Brief.
The response should hold every record from the listing that follows, verbatim, and no pictures.
(Source information Opens)
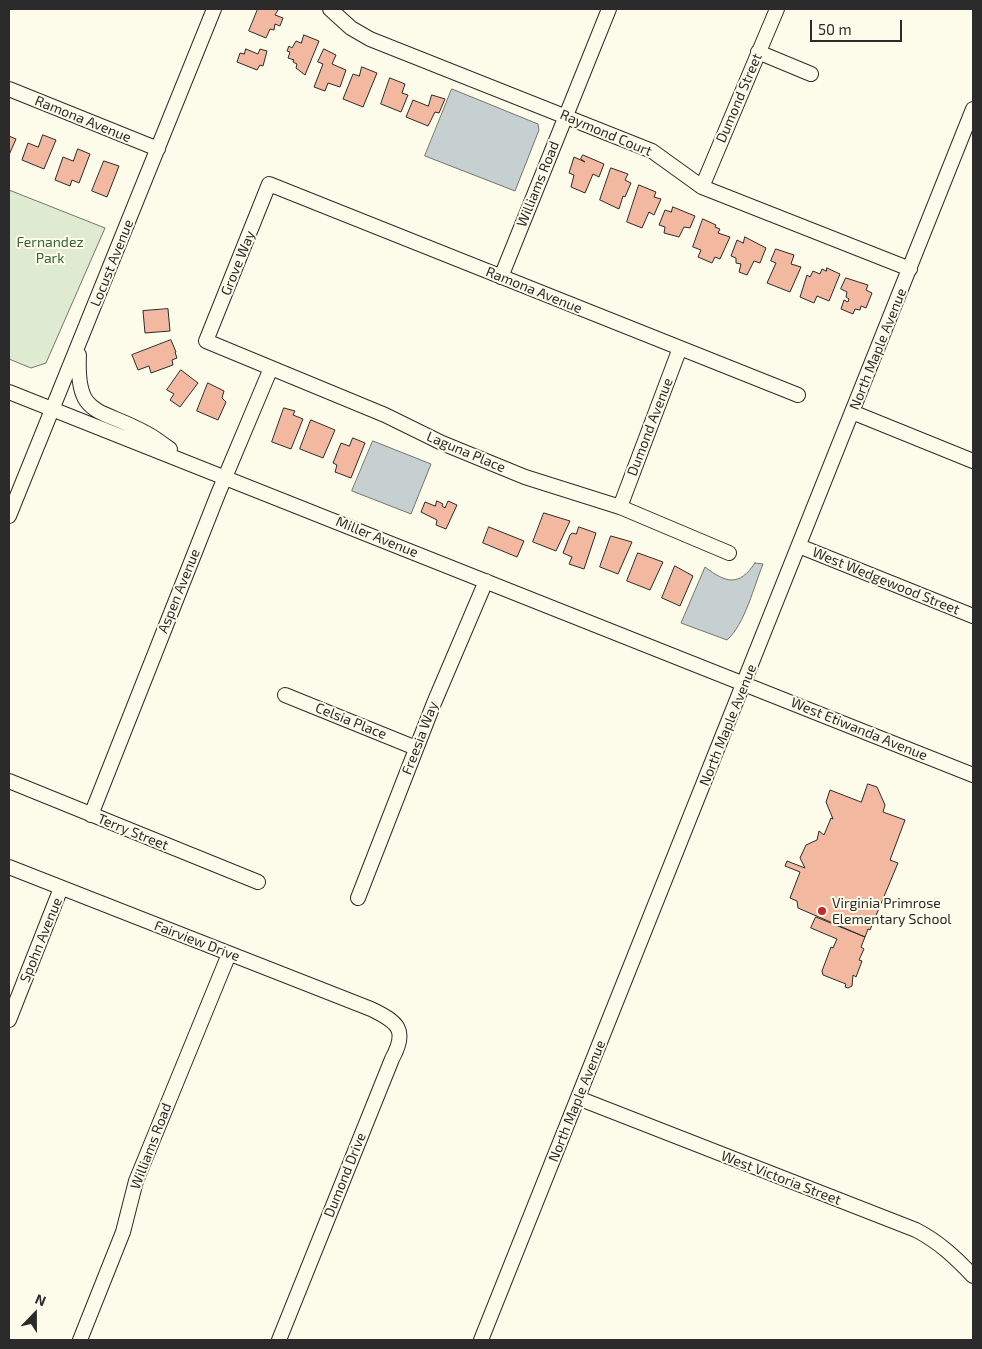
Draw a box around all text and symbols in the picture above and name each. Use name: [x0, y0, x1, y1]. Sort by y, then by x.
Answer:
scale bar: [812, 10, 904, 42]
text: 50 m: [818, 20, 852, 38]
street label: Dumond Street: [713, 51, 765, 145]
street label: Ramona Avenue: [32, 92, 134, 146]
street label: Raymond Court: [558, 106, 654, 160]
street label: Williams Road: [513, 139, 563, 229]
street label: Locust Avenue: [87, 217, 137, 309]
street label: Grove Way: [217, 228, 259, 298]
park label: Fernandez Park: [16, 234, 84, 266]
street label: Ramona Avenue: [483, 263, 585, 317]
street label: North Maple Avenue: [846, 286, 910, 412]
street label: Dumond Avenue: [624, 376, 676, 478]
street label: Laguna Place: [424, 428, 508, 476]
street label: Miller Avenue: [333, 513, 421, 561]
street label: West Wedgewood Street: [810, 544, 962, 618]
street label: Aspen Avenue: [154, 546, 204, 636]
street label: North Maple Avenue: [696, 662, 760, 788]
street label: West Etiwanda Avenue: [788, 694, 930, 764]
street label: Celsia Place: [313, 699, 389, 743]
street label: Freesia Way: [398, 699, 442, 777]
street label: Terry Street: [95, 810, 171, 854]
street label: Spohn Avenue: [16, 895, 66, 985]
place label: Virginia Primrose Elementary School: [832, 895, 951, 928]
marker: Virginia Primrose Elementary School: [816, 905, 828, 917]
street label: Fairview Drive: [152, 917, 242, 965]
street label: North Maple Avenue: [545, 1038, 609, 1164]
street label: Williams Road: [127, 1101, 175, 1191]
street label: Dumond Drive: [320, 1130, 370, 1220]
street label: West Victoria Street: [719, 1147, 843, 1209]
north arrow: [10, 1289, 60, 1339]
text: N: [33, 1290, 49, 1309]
(Source information Closes)
Worked solution.
Draw a box around all text and symbols in the picture above and name each. Use name: [x0, y0, x1, y1]. Sort by y, then by x.
Answer:
scale bar: [812, 10, 904, 42]
text: 50 m: [818, 20, 852, 38]
street label: Dumond Street: [713, 51, 765, 145]
street label: Ramona Avenue: [32, 92, 134, 146]
street label: Raymond Court: [558, 106, 654, 160]
street label: Williams Road: [513, 139, 563, 229]
street label: Locust Avenue: [87, 217, 137, 309]
street label: Grove Way: [217, 228, 259, 298]
park label: Fernandez Park: [16, 234, 84, 266]
street label: Ramona Avenue: [483, 263, 585, 317]
street label: North Maple Avenue: [846, 286, 910, 412]
street label: Dumond Avenue: [624, 376, 676, 478]
street label: Laguna Place: [424, 428, 508, 476]
street label: Miller Avenue: [333, 513, 421, 561]
street label: West Wedgewood Street: [810, 544, 962, 618]
street label: Aspen Avenue: [154, 546, 204, 636]
street label: North Maple Avenue: [696, 662, 760, 788]
street label: West Etiwanda Avenue: [788, 694, 930, 764]
street label: Celsia Place: [313, 699, 389, 743]
street label: Freesia Way: [398, 699, 442, 777]
street label: Terry Street: [95, 810, 171, 854]
street label: Spohn Avenue: [16, 895, 66, 985]
place label: Virginia Primrose Elementary School: [832, 895, 951, 928]
marker: Virginia Primrose Elementary School: [816, 905, 828, 917]
street label: Fairview Drive: [152, 917, 242, 965]
street label: North Maple Avenue: [545, 1038, 609, 1164]
street label: Williams Road: [127, 1101, 175, 1191]
street label: Dumond Drive: [320, 1130, 370, 1220]
street label: West Victoria Street: [719, 1147, 843, 1209]
north arrow: [10, 1289, 60, 1339]
text: N: [33, 1290, 49, 1309]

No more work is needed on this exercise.